Migration File Format

Generated .ts files follow the Umzug/Sequelize pattern:

import type { QueryInterface, Sequelize } from "sequelize"

export default {
  async up(queryInterface: QueryInterface, sequelize: Sequelize): Promise<void> {
    await queryInterface.createTable("ordens", {
      id: { type: sequelize.constructor["DataTypes"].UUID, primaryKey: true },
      descricao: { type: sequelize.constructor["DataTypes"].STRING, allowNull: false },
      createdAt: sequelize.constructor["DataTypes"].DATE,
      updatedAt: sequelize.constructor["DataTypes"].DATE,
    })
  },

  async down(queryInterface: QueryInterface): Promise<void> {
    await queryInterface.dropTable("ordens")
  },
}

Migration state is tracked in the __typeroad_migrations table (configurable via tableName in MigrationConfig).

Subpath Exports

Import only what you need:

import { OnRoadExpress } from "@onroad/core"                           // Main
import { AbstractController, Sentinel } from "@onroad/core/core"       // Core classes
import { Entity, Column, DataType } from "@onroad/core/entity"         // Entity decorators
import { FilterChain, CorsFilter } from "@onroad/core/filters"         // Filters
import { Roles, Public } from "@onroad/core/security"                  // Security
import { SequelizeConnectionManager } from "@onroad/core/database"     // Database
import { HttpTransport, TransportFactory } from "@onroad/core/transport" // Transport
import { MatchingObject } from "@onroad/core/messaging"                // Messaging
import { PinoLogger } from "@onroad/core/logging"                      // Logging
import { StorageProvider } from "@onroad/core/storage"                 // Storage
import { DevServer, MigrationCLI } from "@onroad/core/dev"            // Dev Tools

Known Pitfalls

Controller base path must not be empty

Always pass / or a non-empty path to @Controller().

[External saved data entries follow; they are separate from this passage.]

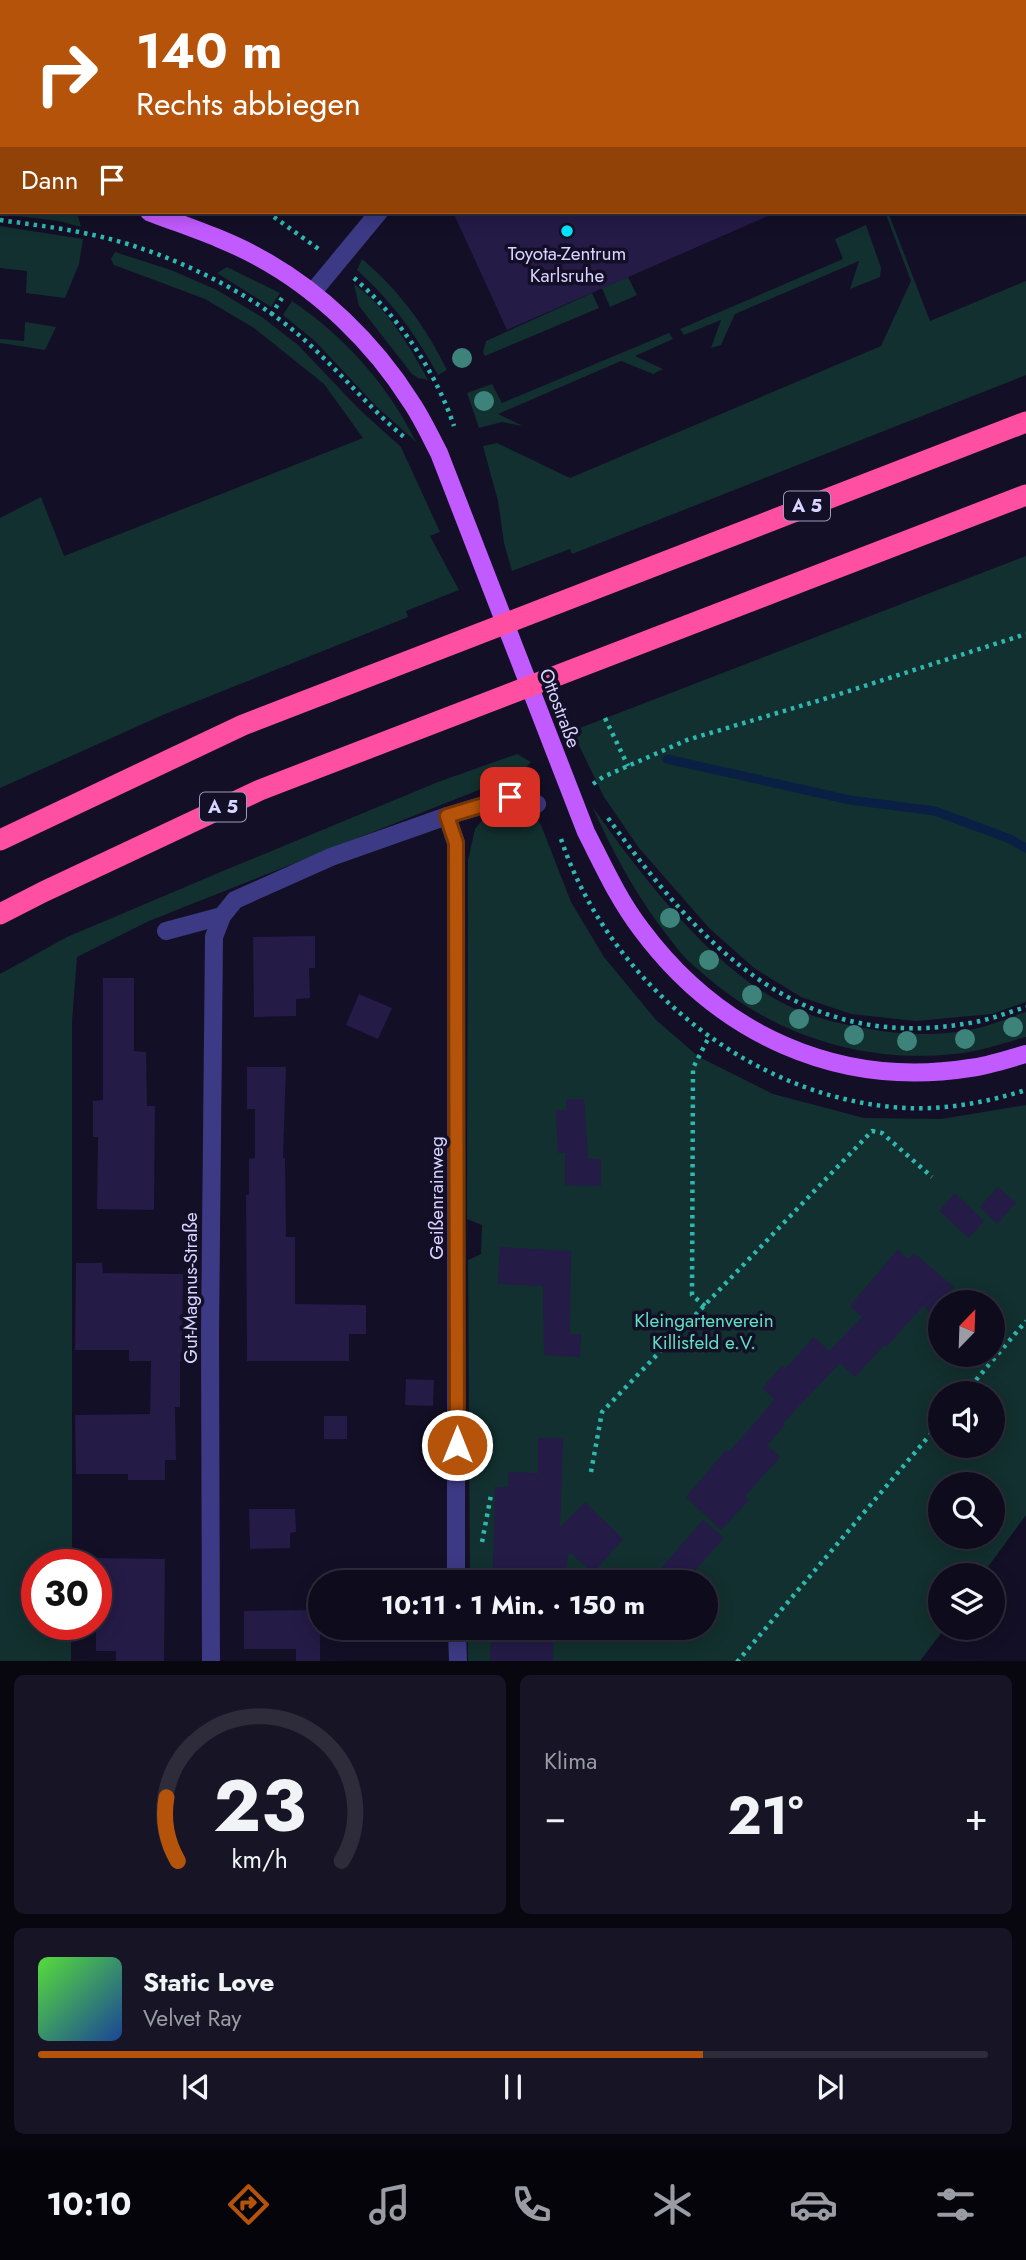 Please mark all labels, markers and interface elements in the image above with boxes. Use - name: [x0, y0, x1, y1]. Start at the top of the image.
- text: 140 m: [136, 16, 282, 86]
- icon: right: [21, 28, 112, 119]
- text: Rechts abbiegen: [136, 81, 361, 127]
- text: Dann: [21, 161, 79, 199]
- icon: arrive: [93, 161, 131, 199]
- marker: Toyota-Zentrum Karlsruhe: [559, 223, 575, 239]
- place label: Toyota-Zentrum Karlsruhe: [508, 240, 626, 289]
- road number: A 5: [784, 492, 830, 520]
- street label: Ottostraße: [533, 664, 588, 752]
- pin: [480, 767, 540, 827]
- icon: arrive: [491, 778, 529, 816]
- road number: A 5: [200, 792, 246, 822]
- street label: Geißenrainweg: [423, 1136, 450, 1260]
- street label: Gut-Magnus-Straße: [177, 1212, 204, 1364]
- north arrow: [928, 1290, 1004, 1367]
- map controls: [928, 1290, 1005, 1640]
- park label: Kleingartenverein Killisfeld e.V.: [634, 1307, 774, 1356]
- button: sound: [928, 1381, 1005, 1458]
- position arrow: [420, 1408, 494, 1482]
- button: search: [928, 1472, 1005, 1549]
- speed limit sign: 30: [21, 1549, 112, 1640]
- button: layers: [928, 1563, 1005, 1640]
- text: 10:11 · 1 Min. · 150 m: [381, 1586, 645, 1624]
- text: Klima: [544, 1744, 597, 1778]
- text: 23: [214, 1753, 306, 1858]
- text: 21°: [728, 1778, 804, 1854]
- text: −: [544, 1789, 566, 1844]
- text: +: [965, 1789, 988, 1844]
- text: km/h: [232, 1840, 288, 1876]
- text: Static Love: [143, 1963, 275, 2001]
- text: Velvet Ray: [143, 2001, 241, 2035]
- icon: previous: [177, 2068, 215, 2106]
- icon: pause: [494, 2068, 532, 2106]
- icon: next: [811, 2068, 849, 2106]
- icon: directions: [224, 2180, 273, 2229]
- icon: music: [365, 2180, 414, 2229]
- icon: phone: [507, 2180, 556, 2229]
- icon: climate: [648, 2180, 697, 2229]
- icon: car: [789, 2180, 838, 2229]
- icon: filters: [931, 2180, 980, 2229]
- text: 10:10: [46, 2181, 131, 2227] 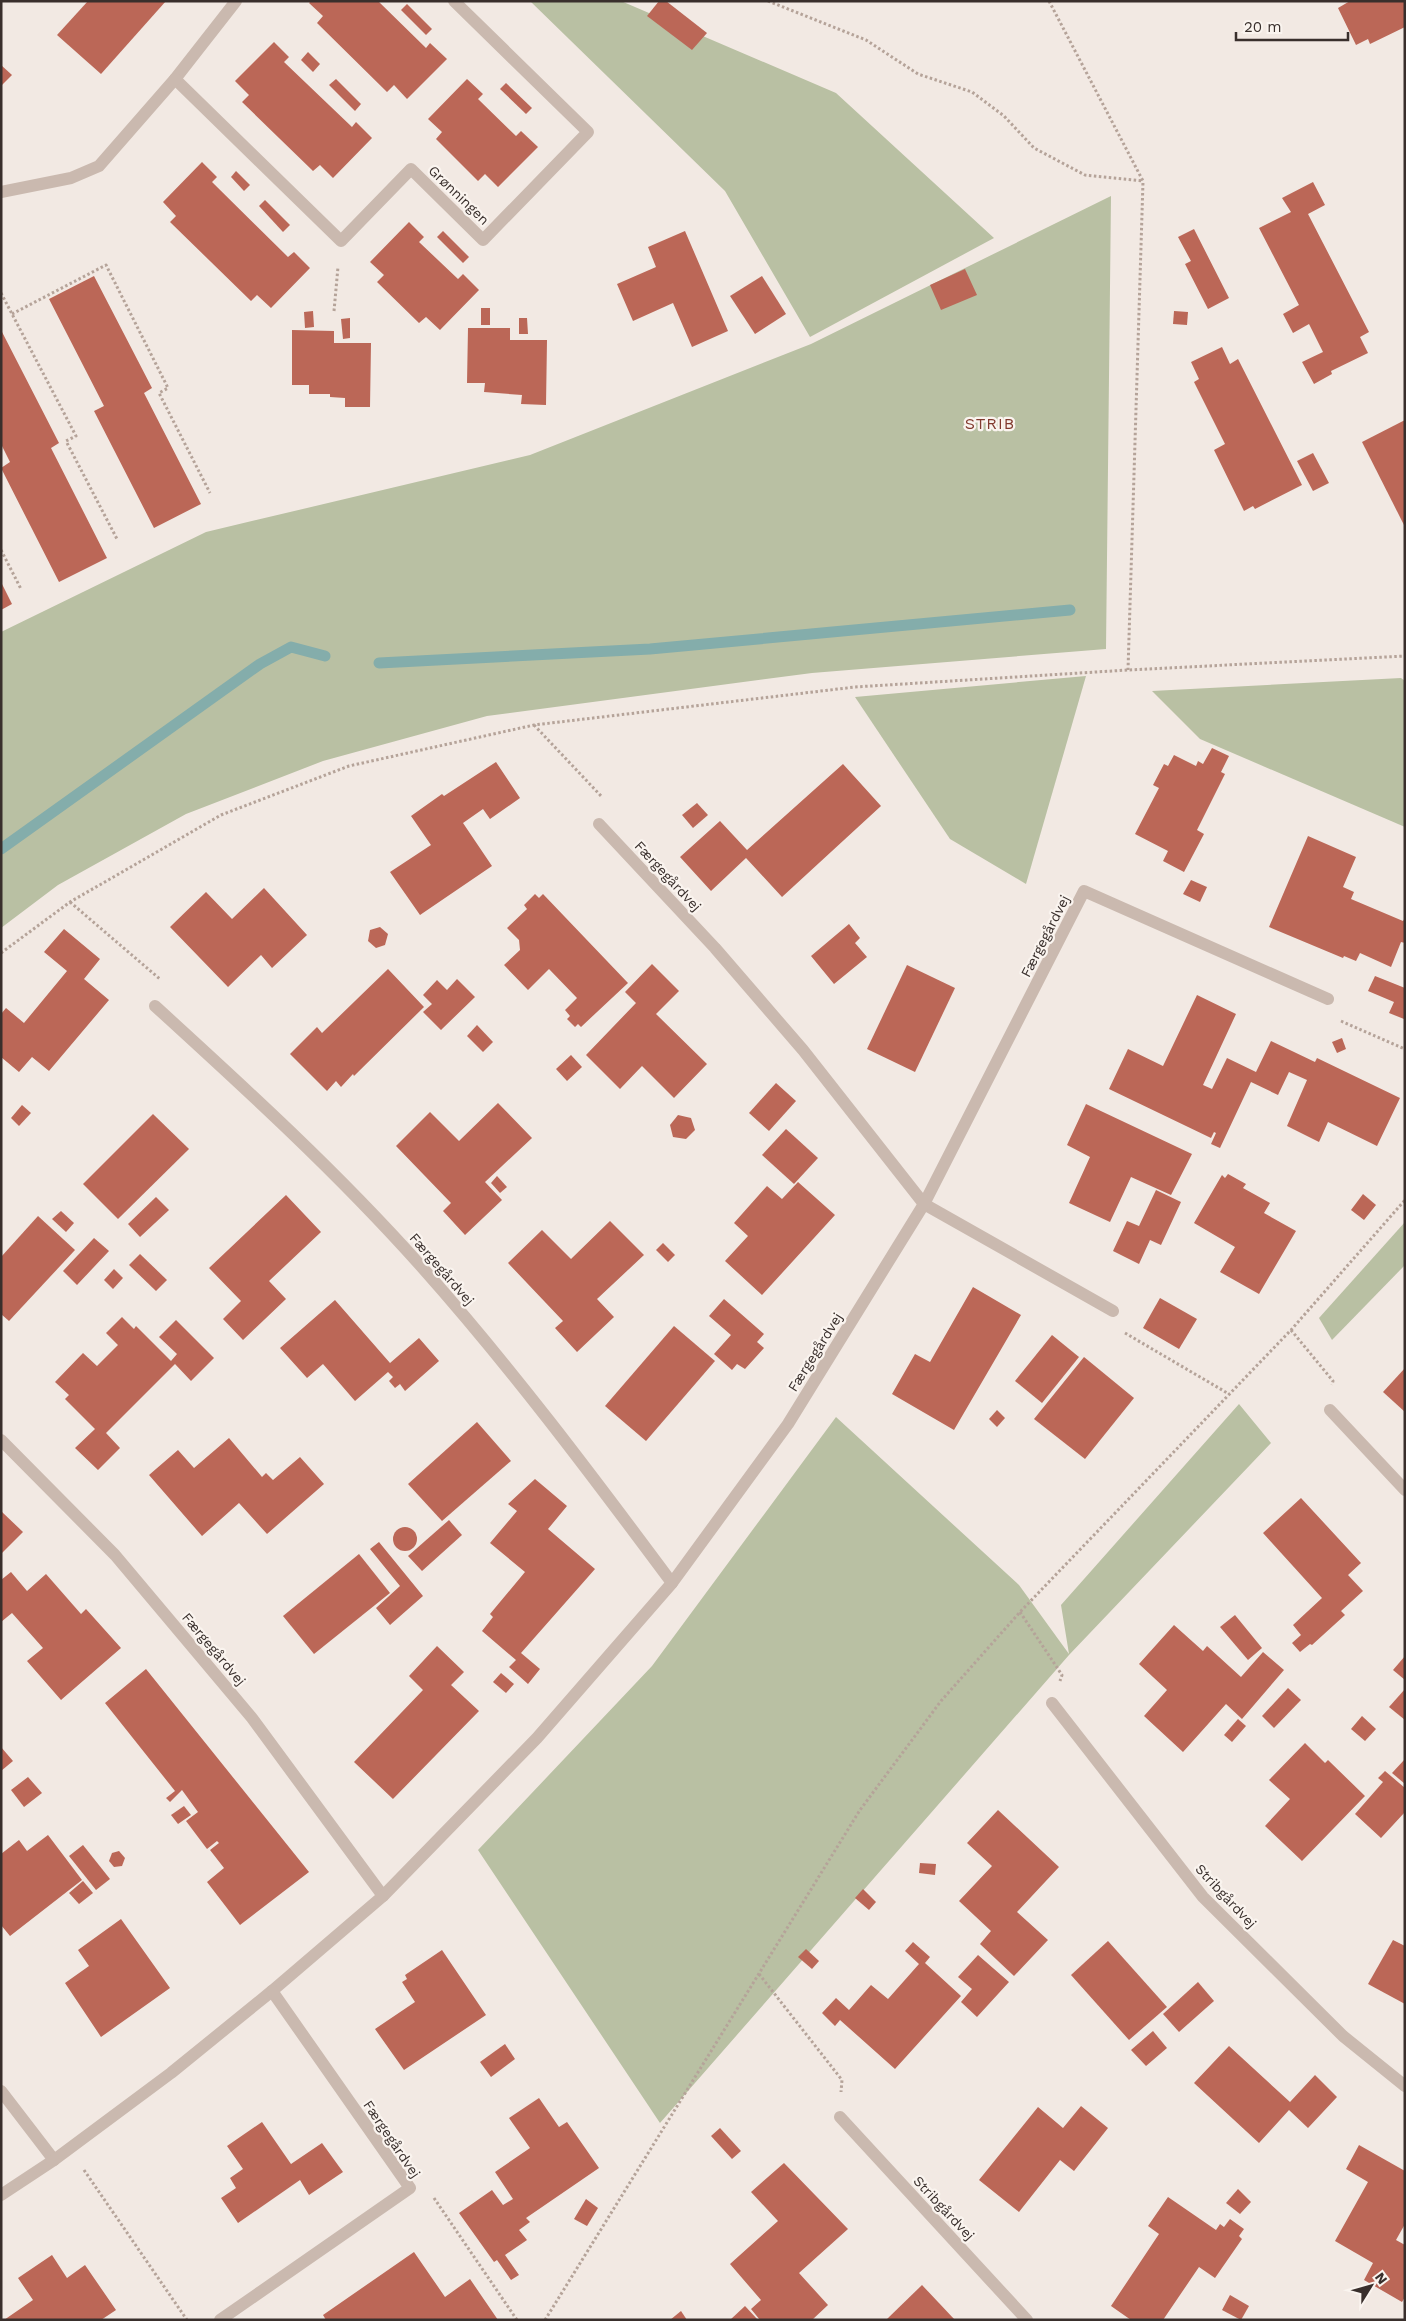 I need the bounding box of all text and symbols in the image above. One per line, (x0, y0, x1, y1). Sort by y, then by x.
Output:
scale bar (1236, 10, 1348, 42)
text: 20 m (1244, 18, 1282, 36)
street label: Grønningen (425, 162, 493, 228)
district label: STRIB (965, 414, 1015, 433)
street label: Færgegårdvej (631, 838, 705, 914)
street label: Færgegårdvej (1017, 892, 1073, 980)
street label: Færgegårdvej (406, 1230, 478, 1308)
street label: Færgegårdvej (784, 1310, 846, 1394)
street label: Færgegårdvej (179, 1609, 249, 1689)
street label: Stribgårdvej (1192, 1861, 1260, 1931)
street label: Færgegårdvej (360, 2097, 424, 2181)
street label: Stribgårdvej (910, 2173, 978, 2243)
north arrow (1346, 2261, 1396, 2311)
text: N (1372, 2269, 1391, 2287) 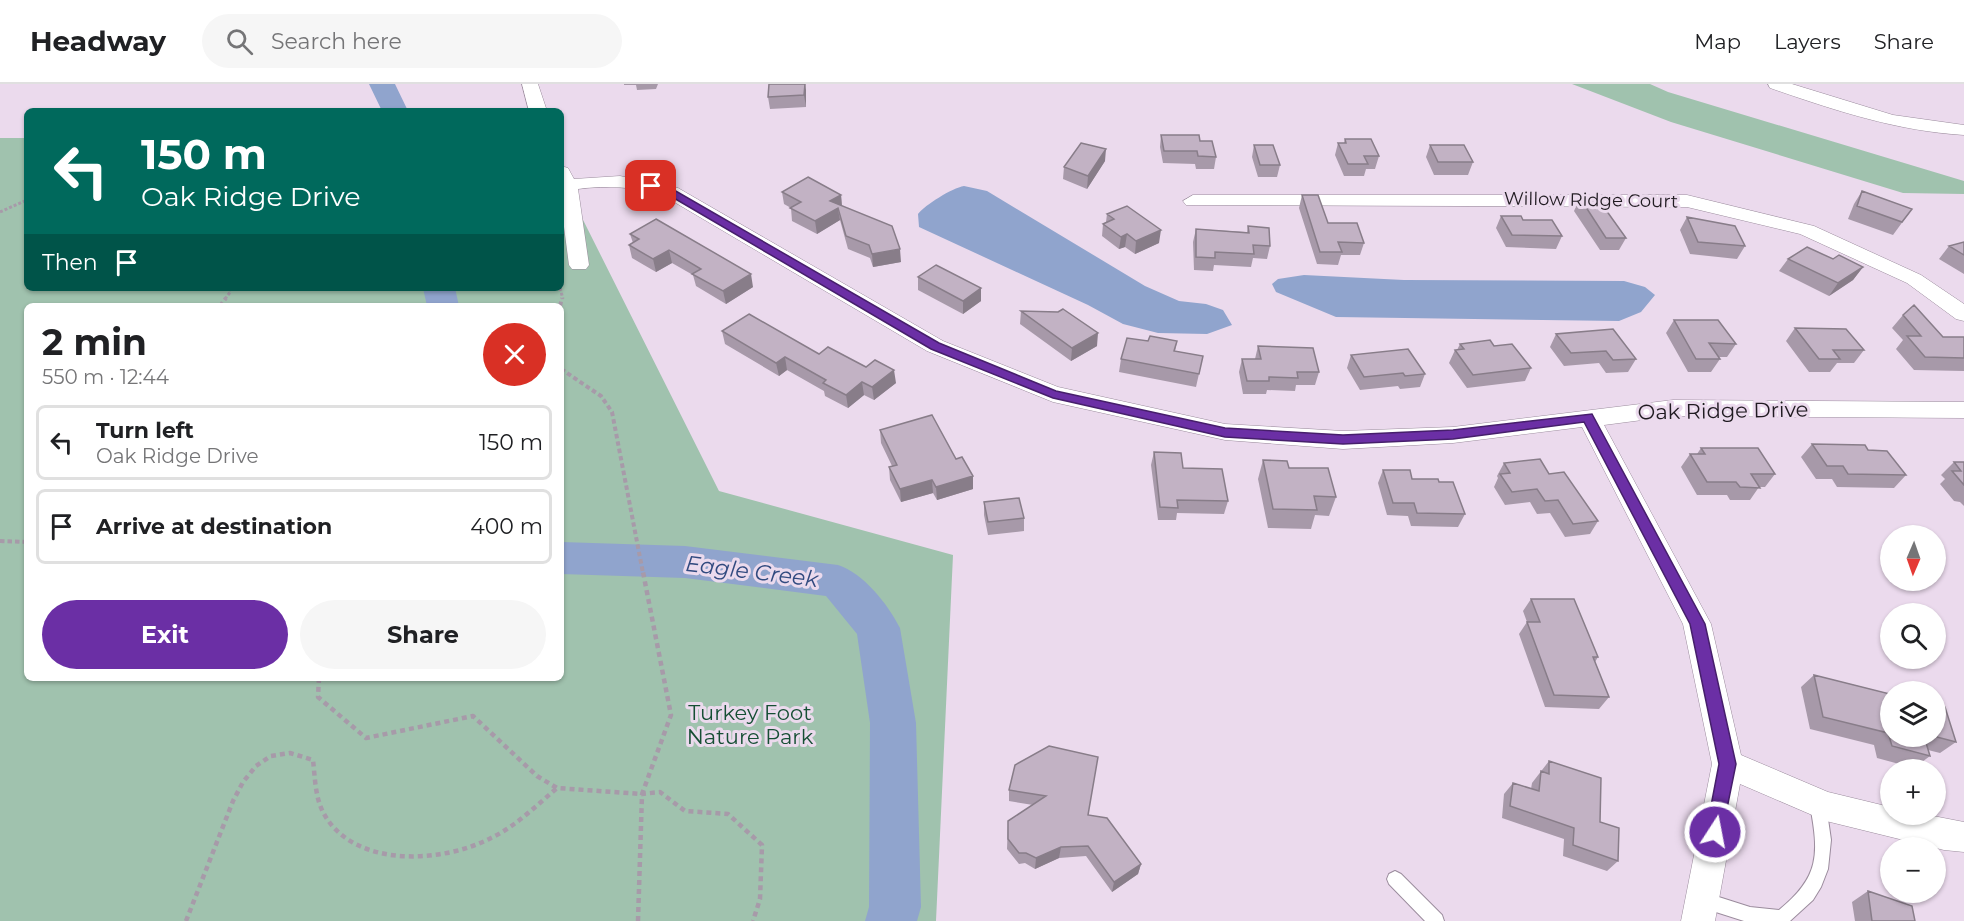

An empty string is falsy and previously caused the route guard to silently drop all routes of that controller.

// ❌ Wrong — all routes silently skipped
@Controller("")
class UserController extends AbstractController<UserService> { ... }

// ✅ Correct — root-level routes
@Controller("/")
class UserController extends AbstractController<UserService> { ... }

// ✅ Correct — prefixed routes
@Controller("/users")
class UserController extends AbstractController<UserService> { ... }

Since v4.0.0-alpha.1 the path guard was tightened (basePath === undefined || basePath === null) and paths are normalized (//auth → /auth), so @Controller("/") + route "/auth" resolves correctly to /auth instead of //auth.

Circular service dependencies

When two services reference each other (e.g. UserService ↔ CompanyService), eager instantiation inside configDependencies() causes a RangeError: Maximum call stack size exceeded at startup because the constructors recurse infinitely.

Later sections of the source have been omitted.